Jonah watches me while he tucks the blanket around her and sweeps her hair from her face. Her medication really knocks her out. Removing my belt, I let my pants fall when Jonah reaches into his bedside drawer and tosses me a pair of his boxer shorts.
“Seriously?” I ask, catching them. “I would rather go pantless,” I tell him.
“Suit yourself,” Jonah says before rolling on his side and tugging Mara closer so I can squeeze in next to her.
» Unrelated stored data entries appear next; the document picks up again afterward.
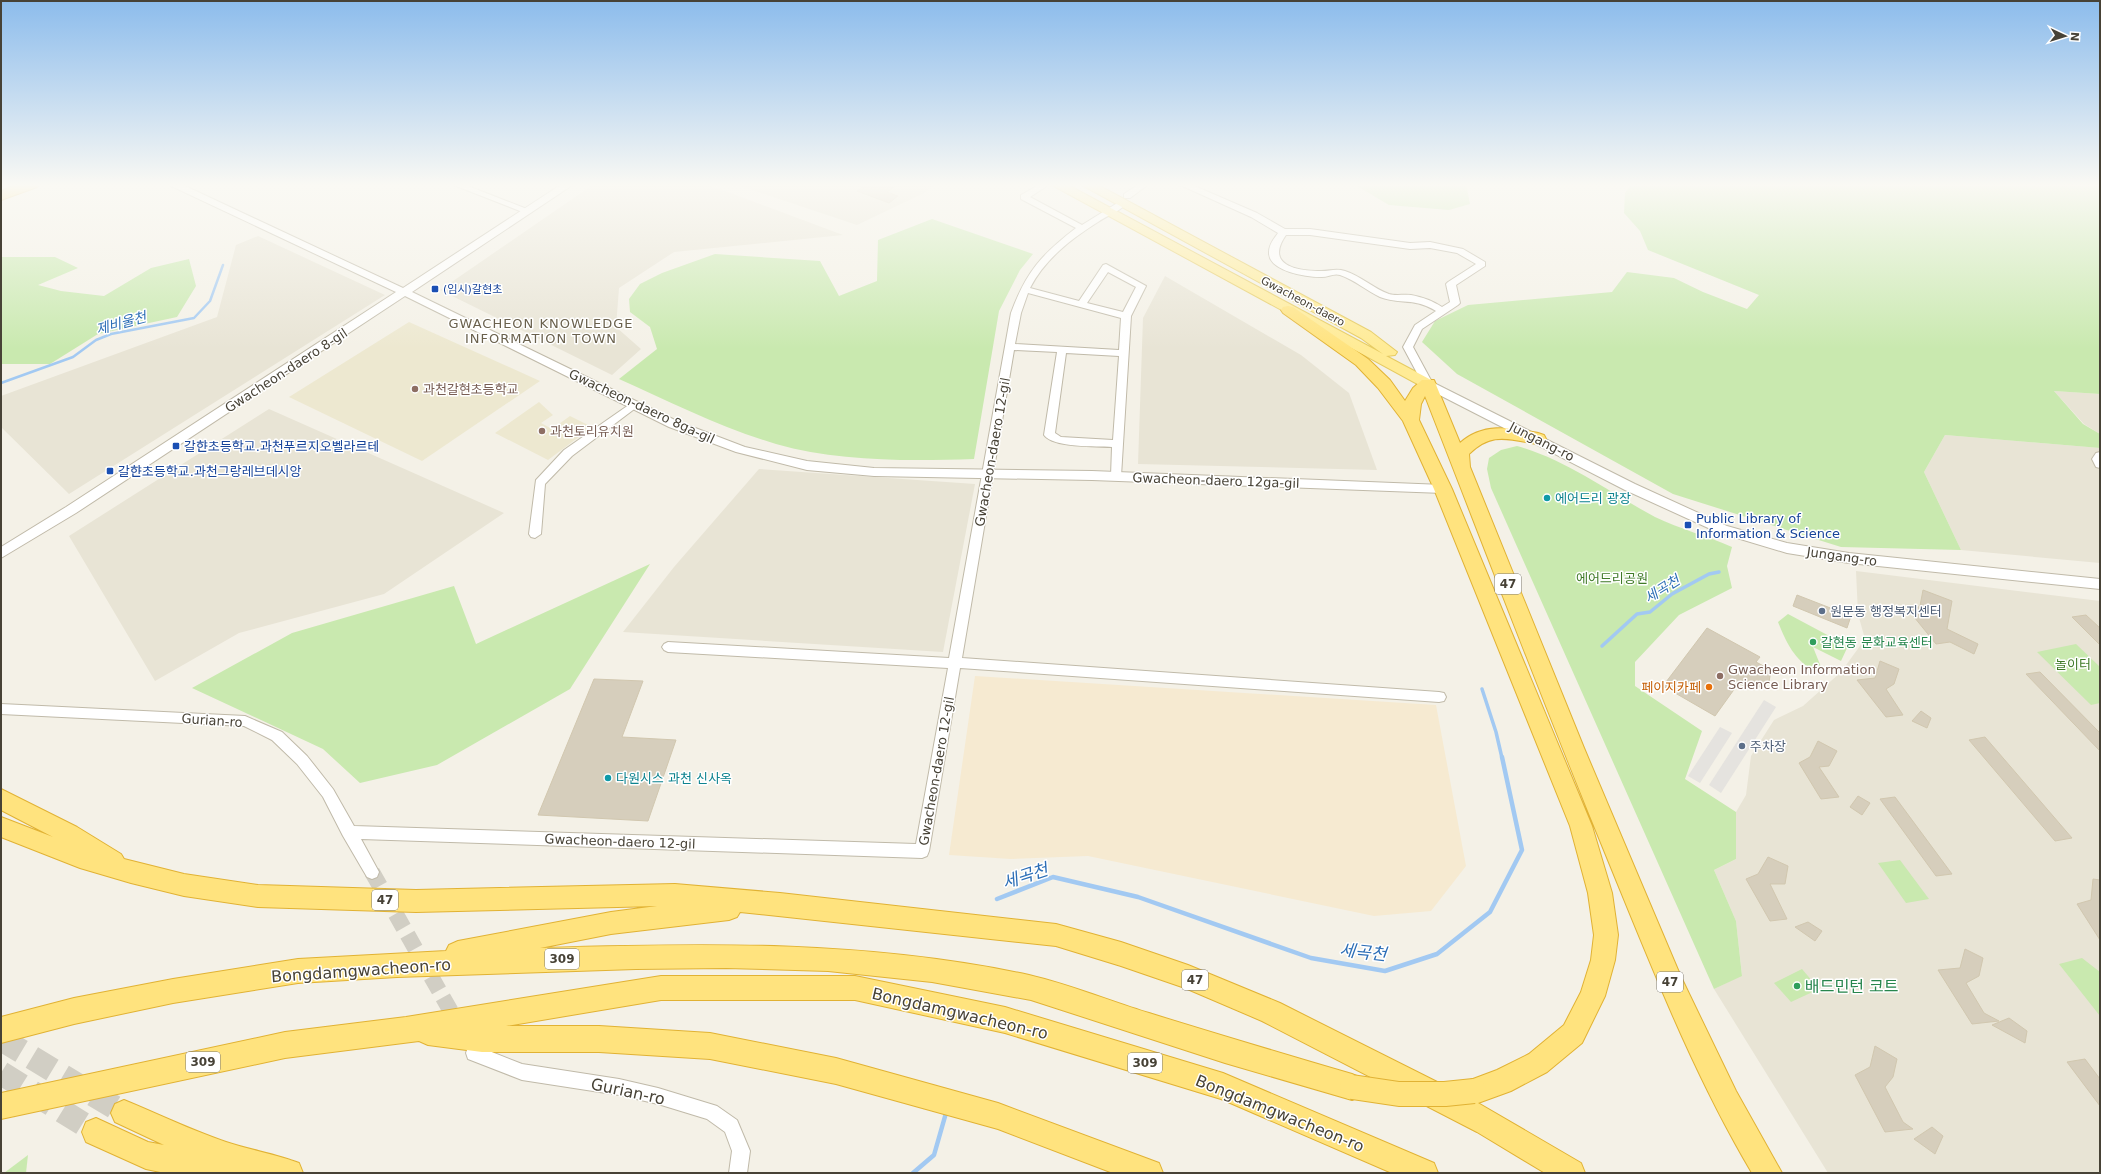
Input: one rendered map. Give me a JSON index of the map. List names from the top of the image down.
{
  "streets": {
    "highway": ["47", "309", "Bongdamgwacheon-ro"],
    "main road": ["Gwacheon-daero"],
    "street": [
      "Gwacheon-daero 8-gil",
      "Gwacheon-daero 8ga-gil",
      "Jungang-ro",
      "Gwacheon-daero 12-gil",
      "Gwacheon-daero 12ga-gil",
      "Gurian-ro"
    ]
  },
  "crossings": [
    ["Gwacheon-daero", "Jungang-ro"],
    ["Gwacheon-daero", "47"],
    ["Gwacheon-daero 8-gil", "Gwacheon-daero 8ga-gil"],
    ["Gwacheon-daero 8ga-gil", "Gwacheon-daero 12-gil"],
    ["Gwacheon-daero 8ga-gil", "Gwacheon-daero 12ga-gil"],
    ["Jungang-ro", "47"],
    ["Gwacheon-daero 12-gil", "Gwacheon-daero 12ga-gil"],
    ["Gwacheon-daero 12-gil", "Gurian-ro"],
    ["Gwacheon-daero 12ga-gil", "Bongdamgwacheon-ro"],
    ["309", "Bongdamgwacheon-ro"]
  ],
  "districts": ["GWACHEON KNOWLEDGE INFORMATION TOWN"],
  "water": ["제비울천", "세곡천"],
  "parks": ["에어드리공원", "놀이터"],
  "places": {
    "transit": [
      "(임시)갈현초",
      "갈햔초등학교.과천푸르지오벨라르테",
      "갈햔초등학교.과천그랑레브데시앙",
      "Public Library of Information & Science"
    ],
    "other": [
      "과천갈현초등학교",
      "과천토리유치원",
      "에어드리 광장",
      "원문동 행정복지센터",
      "갈현동 문화교육센터",
      "Gwacheon Information Science Library",
      "페이지카페",
      "주차장",
      "다원시스 과천 신사옥",
      "배드민턴 코트"
    ]
  },
  "north": "right"
}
“Ah, are you going to turn the lamp off, or are we sleeping with it on? I promise not to let the bogey man get you,” I tell him, rolling on my side to face Marabella. Jonah sighs, and I peek over the top of her to look at him.
“Jonah, what?” I ask, feeling he is hesitant to ask about whatever is bothering him.
“Marabella wants to mark me. I have been putting it off,” Jonah tells me.
“Why?” I ask him. I half expected him to jump at the idea; Kaif presses forward to find out why he would hold off. Still, he is also jealous, which makes me a little uneasy knowing he is actively listening in.
“One, because of you. I don’t want to upset you. I know you were a little peeved that I marked her,” Jonah states.
“I wasn’t angry; I don’t know what I was feeling. Still don’t know.” I admit, still unsure how I will fit into this bizarre relationship they have going on; it was different when she was mine. I was willing to share; maybe I thought Jonah wouldn’t be now that he has her to himself. “The other reason?” I ask him when he doesn’t continue.
Embarrassment washes through the bond, making me sit up on one elbow to look at him. I have never seen him embarrassed before. He didn’t embarrass easily, usually, he is the one embarrassing me.